Deep Learning Architectures for Action Recognition

栏目: IT技术 · 发布时间: 4年前

内容简介:The first two approaches a) and b), using an LSTM and a 3D ConvNet respectively, share the strengths of being end-to-end trainable and real-time capable. This is because they do not rely on optical flow and instead must learn features that encode this info

The first two approaches a) and b), using an LSTM and a 3D ConvNet respectively, share the strengths of being end-to-end trainable and real-time capable. This is because they do not rely on optical flow and instead must learn features that encode this information. This allows for the network to learn spatiotemporal features directly in end-to-end training. Approaches c) — e) are not real-time capable nor end-to-end trainable because they require optical flow calculations over the raw data. Approaches b), d), and e) use 3D convolutions. This creates a magnitude of more parameters from traditional 2D ConvNets. For a single 3D convolution neural network trained for the UCF101 dataset can have 33M + parameters, compared to just 5M+ parameters in the 2D case [4]. This significantly affects the training cost as 3D ConvNet models trained on Sports-1M take approximately 2 months. This makes it difficult to search for the right architecture for video data. The large number of parameters also creates a risk of overfitting.

The LSTM architecture for videos was popularised in the 2014 paper Long-term Recurrent Convolutional Networks for Visual Recognition and Description by Donahue et. al [5]. The architecture is known as LRCN. It is a direct extension of the encoder-decoder architecture but for video representations. The strength of the LRCN network is that it can handle sequences of various lengths. It can also be adapted to other video tasks like image captioning and video description. The weakness was that the LRCN was not able to beat the state of the art at the time, however it did provide improvements over single frame architectures as noted in Table 3.

Table 3 — Activity recognition: Comparing single frame models to LRCN networks for activity recognition on the UCF101 [25] dataset, with RGB and flow inputs. [5]

Temporal modelling of spatial features is tough for a hidden recurrent layer to learn. Empirically, adding more hidden units to the RGB models did not improve past 256 hidden units. However, adding more hidden units while using Flow input yielded an accuracy boost of 1.7% from 256 units to 1024 units. This shows that the LRCN has a tough time learning optical flow or a similar representation of motion natively.

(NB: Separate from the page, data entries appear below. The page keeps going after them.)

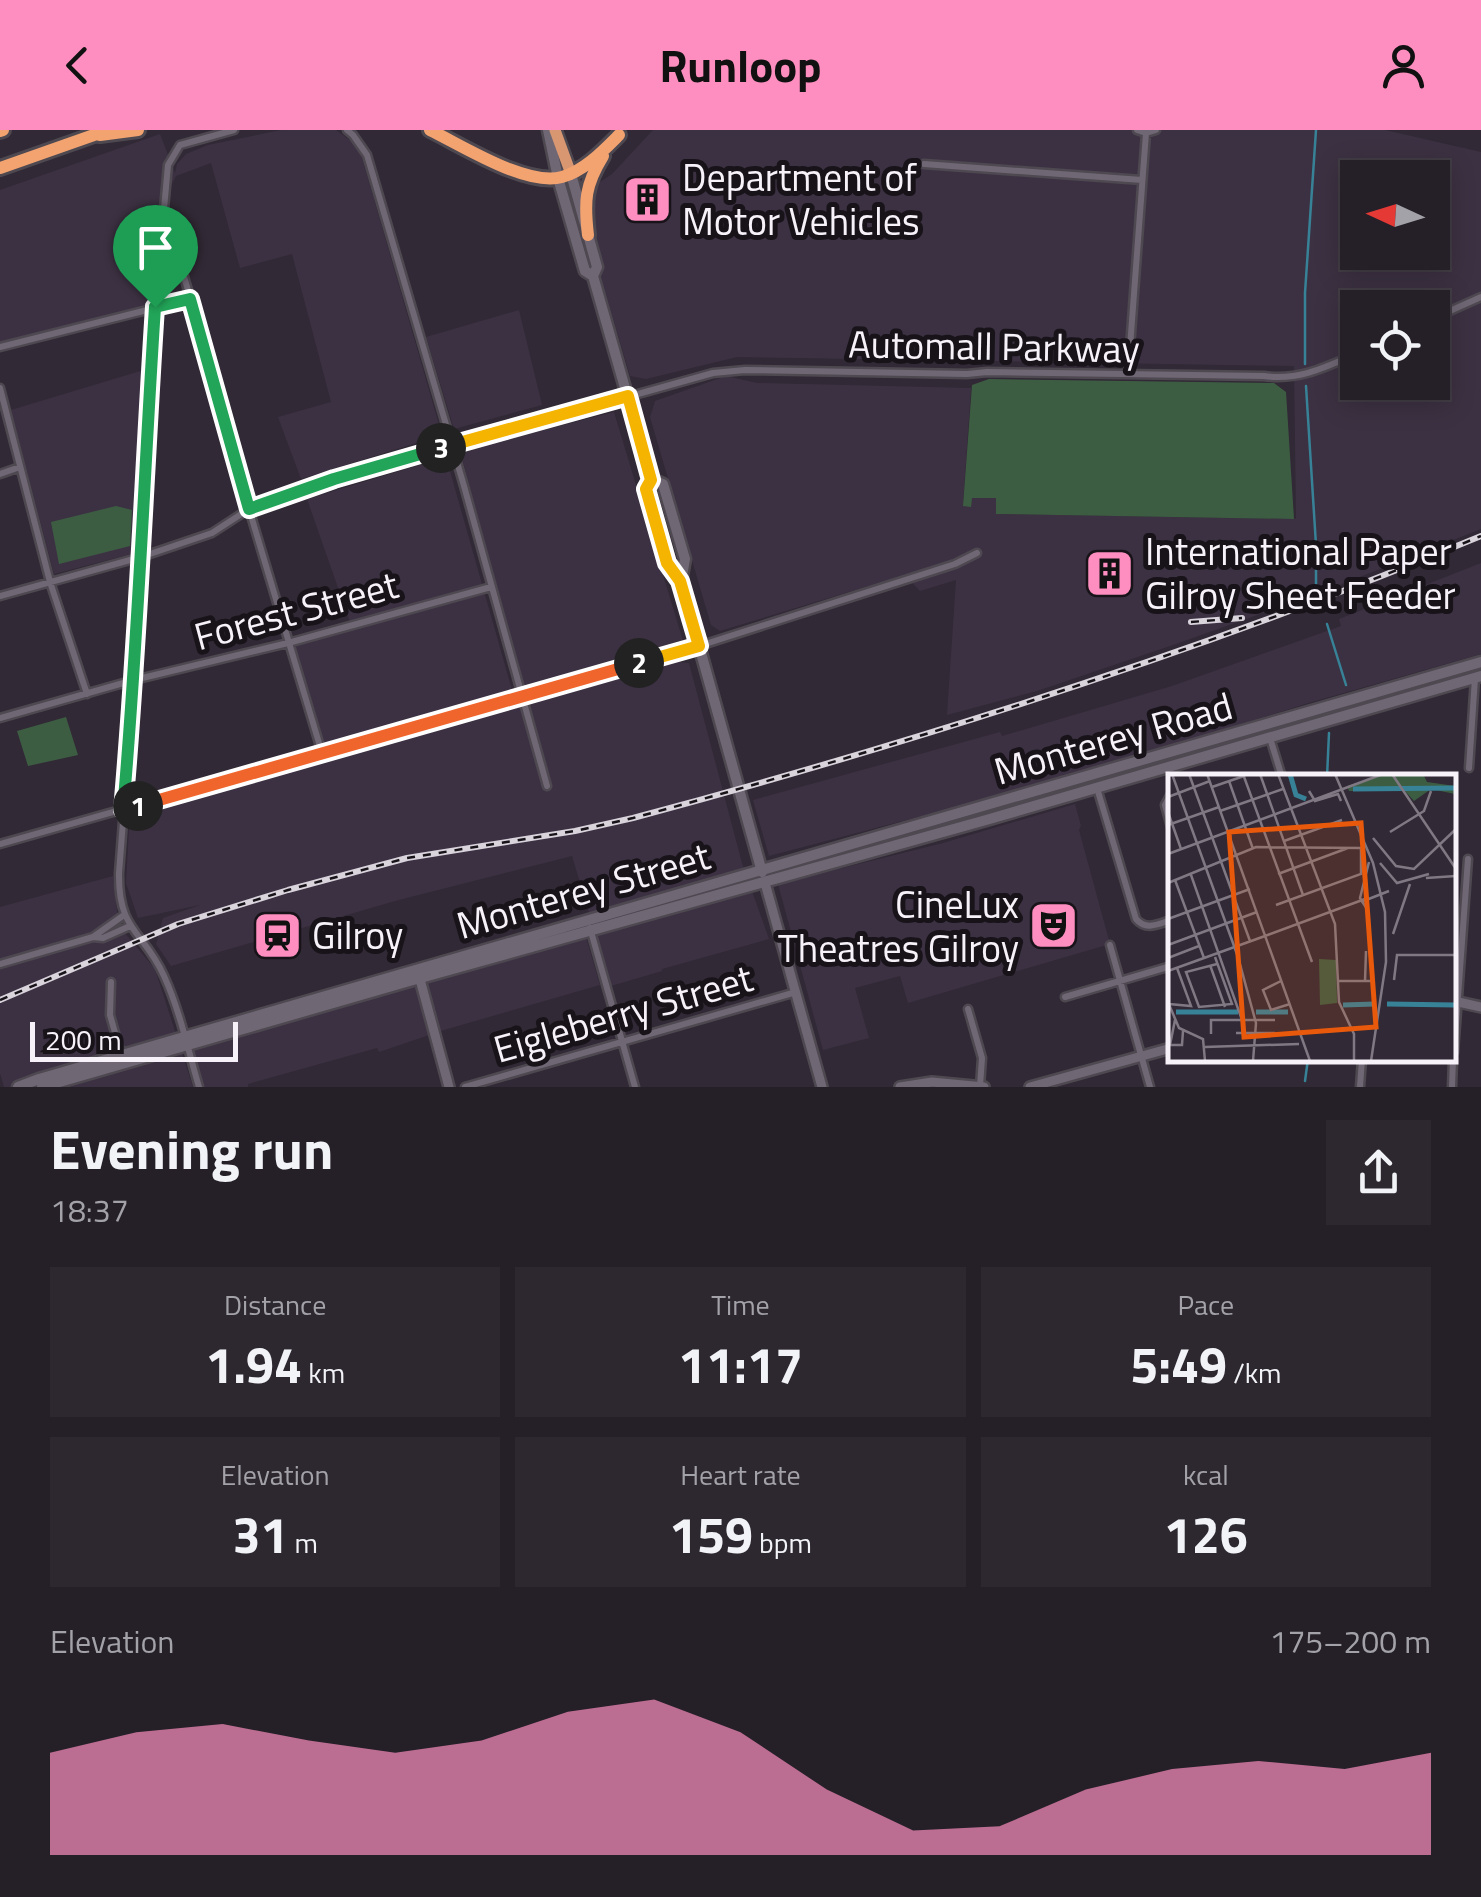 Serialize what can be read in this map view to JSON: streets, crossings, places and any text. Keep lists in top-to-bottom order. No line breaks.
{"streets":{"main road":["Monterey Road","Monterey Street"],"street":["Automall Parkway","Forest Street","Eigleberry Street"]},"crossings":[["Monterey Road","Monterey Street"]],"places":{"building":["Department of Motor Vehicles","International Paper Gilroy Sheet Feeder"],"theatre":["CineLux Theatres Gilroy"],"station":["Gilroy"]},"scale_bar":"200 m","north":"left","page":{"header":"Runloop","pins":["3","2","1"],"scale":"200 m","heading":["Evening run","18:37"],"stats":[["Distance","1.94 km"],["Time","11:17"],["Pace","5:49 /km"],["Elevation","31 m"],["Heart rate","159 bpm"],["kcal","126"]],"chart":["Elevation","175–200 m"]}} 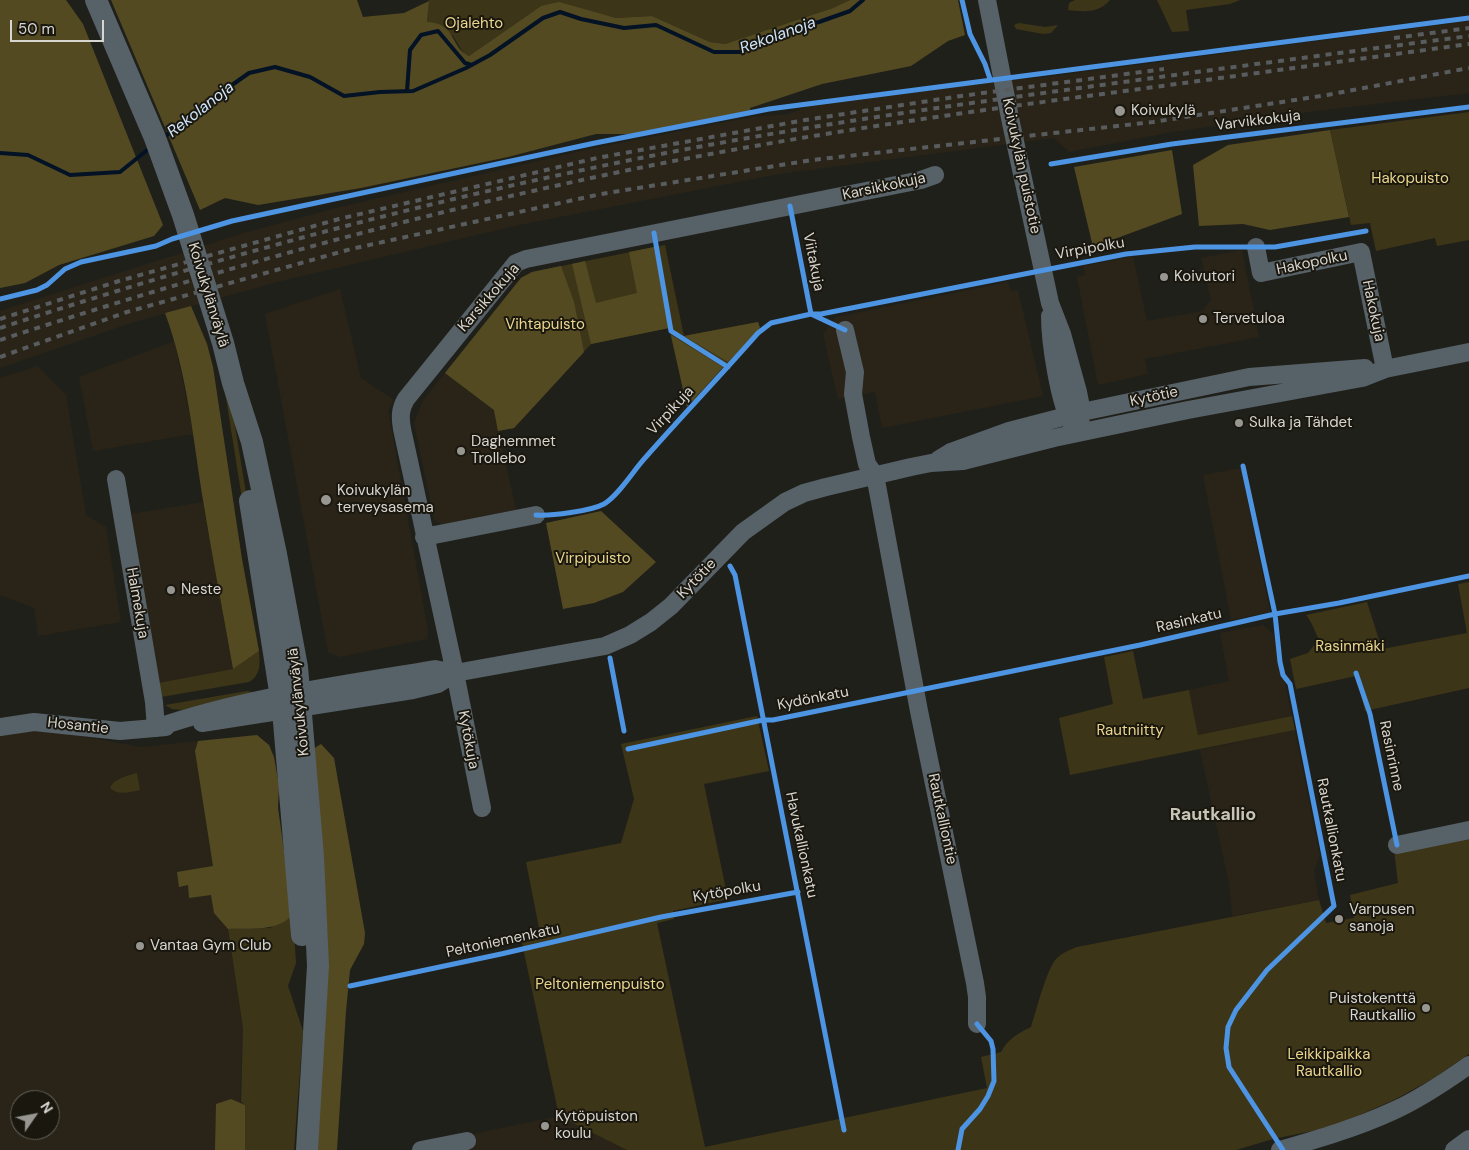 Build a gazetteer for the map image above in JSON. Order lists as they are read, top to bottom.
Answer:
{
  "streets": {
    "main road": ["Koivukylänväylä"],
    "street": [
      "Koivukylän puistotie",
      "Karsikkokuja",
      "Hakopolku",
      "Hakokuja",
      "Kytötie",
      "Halmekuja",
      "Hosantie",
      "Kytökuja",
      "Rautkalliontie"
    ],
    "cycle path": [
      "Varvikkokuja",
      "Virpipolku",
      "Viitakuja",
      "Rasinkatu",
      "Rasinrinne",
      "Rautkallionkatu",
      "Havukallionkatu"
    ]
  },
  "crossings": [
    ["Koivukylän puistotie", "Kytötie"],
    ["Karsikkokuja", "Kytötie"],
    ["Karsikkokuja", "Kytökuja"],
    ["Hakopolku", "Hakokuja"],
    ["Koivukylänväylä", "Kytötie"],
    ["Koivukylänväylä", "Hosantie"],
    ["Hakokuja", "Kytötie"],
    ["Kytötie", "Hosantie"],
    ["Kytötie", "Kytökuja"],
    ["Kytötie", "Rautkalliontie"],
    ["Halmekuja", "Hosantie"]
  ],
  "districts": ["Rautkallio"],
  "water": ["Rekolanoja"],
  "parks": [
    "Ojalehto",
    "Hakopuisto",
    "Vihtapuisto",
    "Virpipuisto",
    "Rasinmäki",
    "Rautniitty",
    "Peltoniemenpuisto",
    "Leikkipaikka Rautkallio"
  ],
  "places": [
    "Koivukylä",
    "Koivutori",
    "Tervetuloa",
    "Sulka ja Tähdet",
    "Daghemmet Trollebo",
    "Koivukylän terveysasema",
    "Neste",
    "Varpusen sanoja",
    "Vantaa Gym Club",
    "Puistokenttä Rautkallio",
    "Kytöpuiston koulu"
  ],
  "scale_bar": "50 m",
  "north": "top right"
} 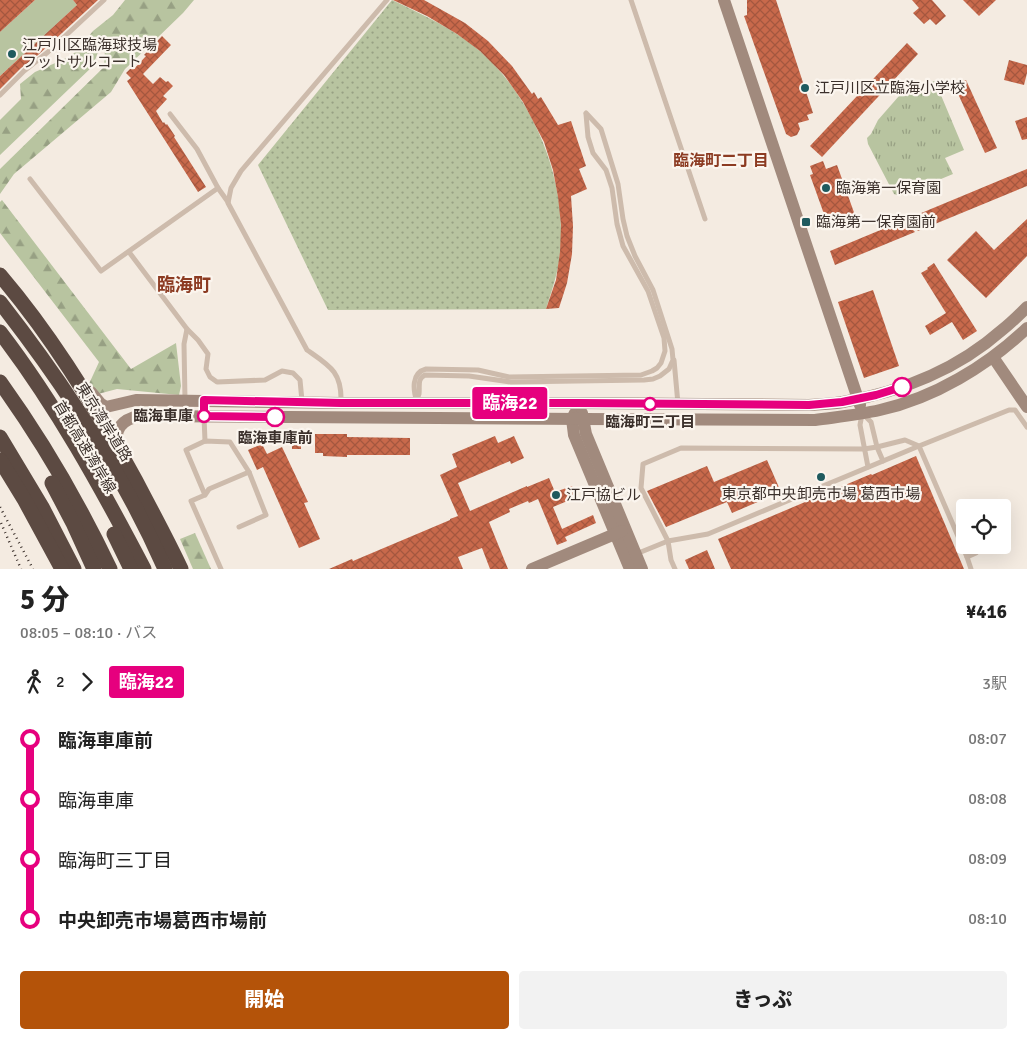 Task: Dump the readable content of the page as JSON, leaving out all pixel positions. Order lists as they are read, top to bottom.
{
  "streets": {
    "highway": ["東京湾岸道路", "首都高速湾岸線"]
  },
  "districts": ["臨海町二丁目", "臨海町"],
  "places": {
    "other": [
      "江戸川区臨海球技場 フットサルコート",
      "江戸川区立臨海小学校",
      "臨海第一保育園",
      "臨海町三丁目",
      "臨海車庫",
      "臨海車庫前",
      "東京都中央卸売市場 葛西市場",
      "江戸協ビル"
    ],
    "transit": ["臨海第一保育園前"]
  },
  "lines": ["bus line 臨海22"],
  "page": {
    "on_map": "臨海22",
    "heading": ["5 分", "08:05 – 08:10 · バス", "¥416"],
    "legs": ["2", "臨海22", "3駅"],
    "list": [
      {
        "name": "臨海車庫前",
        "value": "08:07"
      },
      {
        "name": "臨海車庫",
        "value": "08:08"
      },
      {
        "name": "臨海町三丁目",
        "value": "08:09"
      },
      {
        "name": "中央卸売市場葛西市場前",
        "value": "08:10"
      }
    ],
    "buttons": ["開始", "きっぷ"]
  }
} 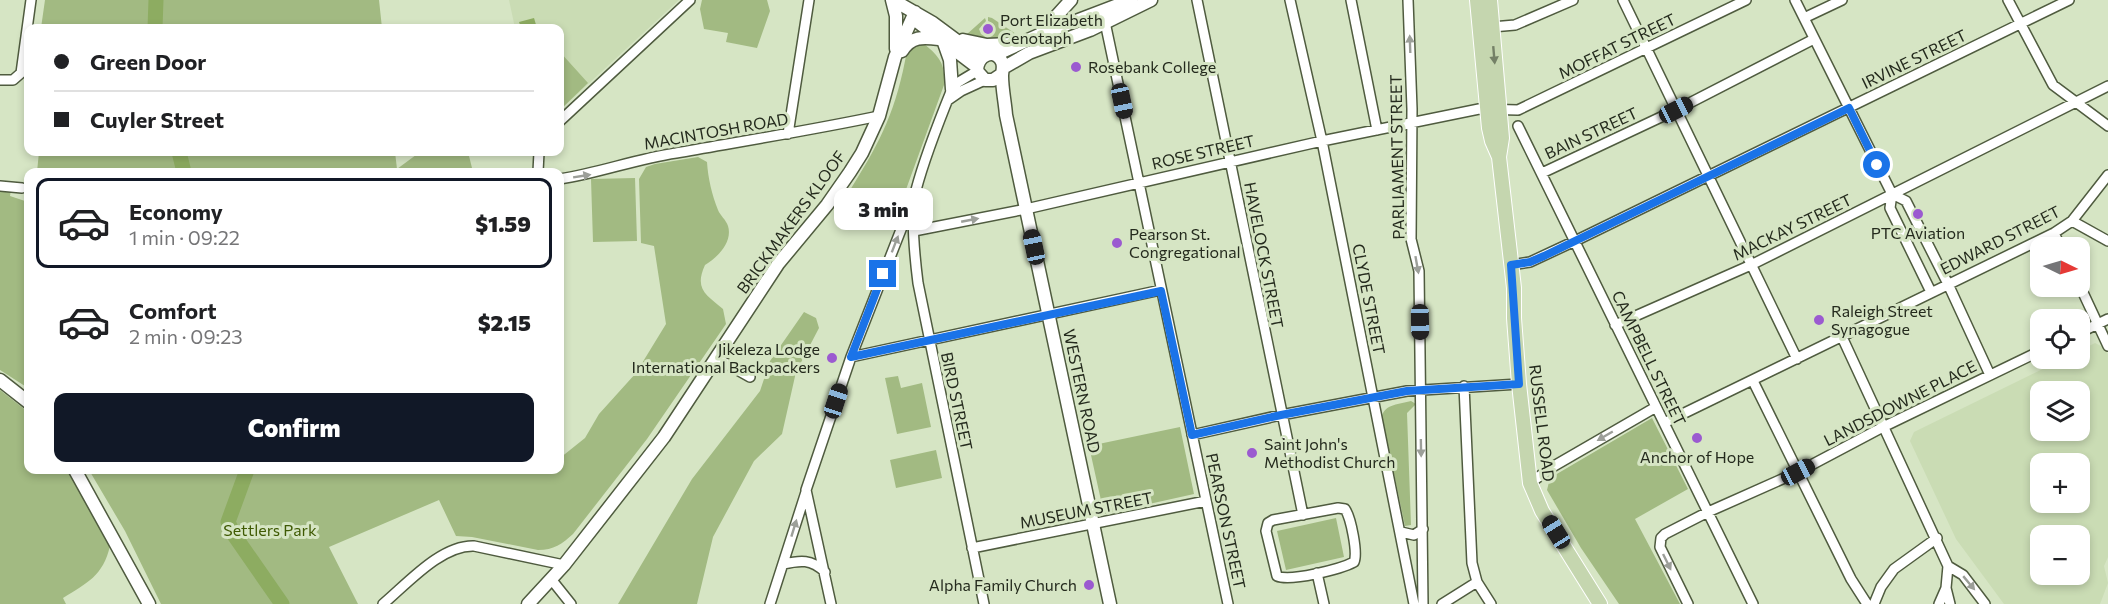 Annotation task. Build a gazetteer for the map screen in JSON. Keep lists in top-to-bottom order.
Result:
{
  "streets": {
    "main road": ["RUSSELL ROAD"],
    "street": [
      "MOFFAT STREET",
      "IRVINE STREET",
      "MACINTOSH ROAD",
      "BAIN STREET",
      "ROSE STREET",
      "PARLIAMENT STREET",
      "BRICKMAKERS KLOOF",
      "MACKAY STREET",
      "EDWARD STREET",
      "HAVELOCK STREET",
      "CLYDE STREET",
      "CAMPBELL STREET",
      "WESTERN ROAD",
      "BIRD STREET",
      "LANDSDOWNE PLACE",
      "MUSEUM STREET",
      "PEARSON STREET"
    ]
  },
  "crossings": [
    ["MOFFAT STREET", "ROSE STREET"],
    ["MOFFAT STREET", "RUSSELL ROAD"],
    ["IRVINE STREET", "CAMPBELL STREET"],
    ["IRVINE STREET", "RUSSELL ROAD"],
    ["MACINTOSH ROAD", "BRICKMAKERS KLOOF"],
    ["BAIN STREET", "CAMPBELL STREET"],
    ["ROSE STREET", "PARLIAMENT STREET"],
    ["ROSE STREET", "HAVELOCK STREET"],
    ["ROSE STREET", "CLYDE STREET"],
    ["ROSE STREET", "WESTERN ROAD"],
    ["ROSE STREET", "BIRD STREET"],
    ["ROSE STREET", "RUSSELL ROAD"],
    ["ROSE STREET", "PEARSON STREET"],
    ["MACKAY STREET", "CAMPBELL STREET"],
    ["EDWARD STREET", "CAMPBELL STREET"],
    ["CAMPBELL STREET", "LANDSDOWNE PLACE"],
    ["WESTERN ROAD", "MUSEUM STREET"],
    ["BIRD STREET", "MUSEUM STREET"],
    ["MUSEUM STREET", "PEARSON STREET"]
  ],
  "one_way": ["MACINTOSH ROAD"],
  "parks": ["Settlers Park"],
  "places": [
    "Port Elizabeth Cenotaph",
    "Rosebank College",
    "PTC Aviation",
    "Pearson St. Congregational",
    "Raleigh Street Synagogue",
    "Jikeleza Lodge International Backpackers",
    "Anchor of Hope",
    "Saint John's Methodist Church",
    "Alpha Family Church"
  ],
  "north": "right",
  "page": {
    "banner": ["Green Door", "Cuyler Street"],
    "list": [
      {
        "name": "Economy",
        "note": "1 min · 09:22",
        "value": "$1.59"
      },
      {
        "name": "Comfort",
        "note": "2 min · 09:23",
        "value": "$2.15"
      }
    ],
    "bubble": "3 min",
    "map_buttons": ["+", "−"],
    "buttons": "Confirm"
  }
}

Table 4 — Action recognition results on UCF101. C3D compared with baselines and state-of-the-art methods in 2015. [6]

2015

3D ConvNets were established as the new state of the art in the 2015 research paper Learning Spatiotemporal Features with 3D Convolutional Networks by Du Tran et. al [6]. In this paper, they establish that the 3D convolution net (C3D) with a 3x3x3 kernel is the most effective in learning spatiotemporal features. Interestingly, de-convolutions reveal that the network is learning spatial appearance for the first few frames followed by salient motion in the later frames of a clip. This architecture is powerful in that many videos can be processed in real time as C3D processes at up to 313fps. The video descriptors generated by this network are also compact and discriminative as we can project the features generated by convolutions to 10 dimensions via PCA and still achieve 52.8% accuracy on the UCF101 dataset.

Figure 5 — Fusion architecture at two layers (after conv5 and after fc8) where both network towers are kept, one as a hybrid spatiotemporal net and one as a purely spatial network. [7]

2016

In 2016, the focus shifted back to two stream networks. In Convolutional Two-Stream Network Fusion for Video Action Recognition by Zisserman et. al. [7], the authors tackled how to effectively fuse spatial and temporal data across streams and create multi-level loss that could handle long term temporal dependencies. The motivating idea here was that in order to discriminate between similar motions in different parts of the image, like brushing hair and brushing teeth, the network will need to take a combination of spatial features and motion features at a pixel location. Theoretically, methods that fuse the streams before densely connected layers could achieve this. In the proposed architecture, the authors fuse the two streams at two locations as shown in Figure 5 . This network was able to better capture motion and spatial features in distinct subnetworks and beat the state of the art IDT and C3D approaches. The multi-level loss is formed by a spatiotemporal loss at the last fusion layer and a separate temporal loss that is formed from output of the temporal net. This allowed the researchers to create spatiotemporal features and model long term temporal dependencies. This method still suffers from the weaknesses of the original two stream network, but performs better due to an enhanced architecture that better serves our real-world biases.

2017

In 2017, Zhu et. al. took two stream networks a step forward by introducing a hidden stream that learns optical flow called MotionNet [8]. This end-to-end approach allowed the researchers to skip explicitly computing optical flow. This means that two streams approaches could now be real-time and errors from misprediction could also be propagated into MotionNet for more optimal optical flow features.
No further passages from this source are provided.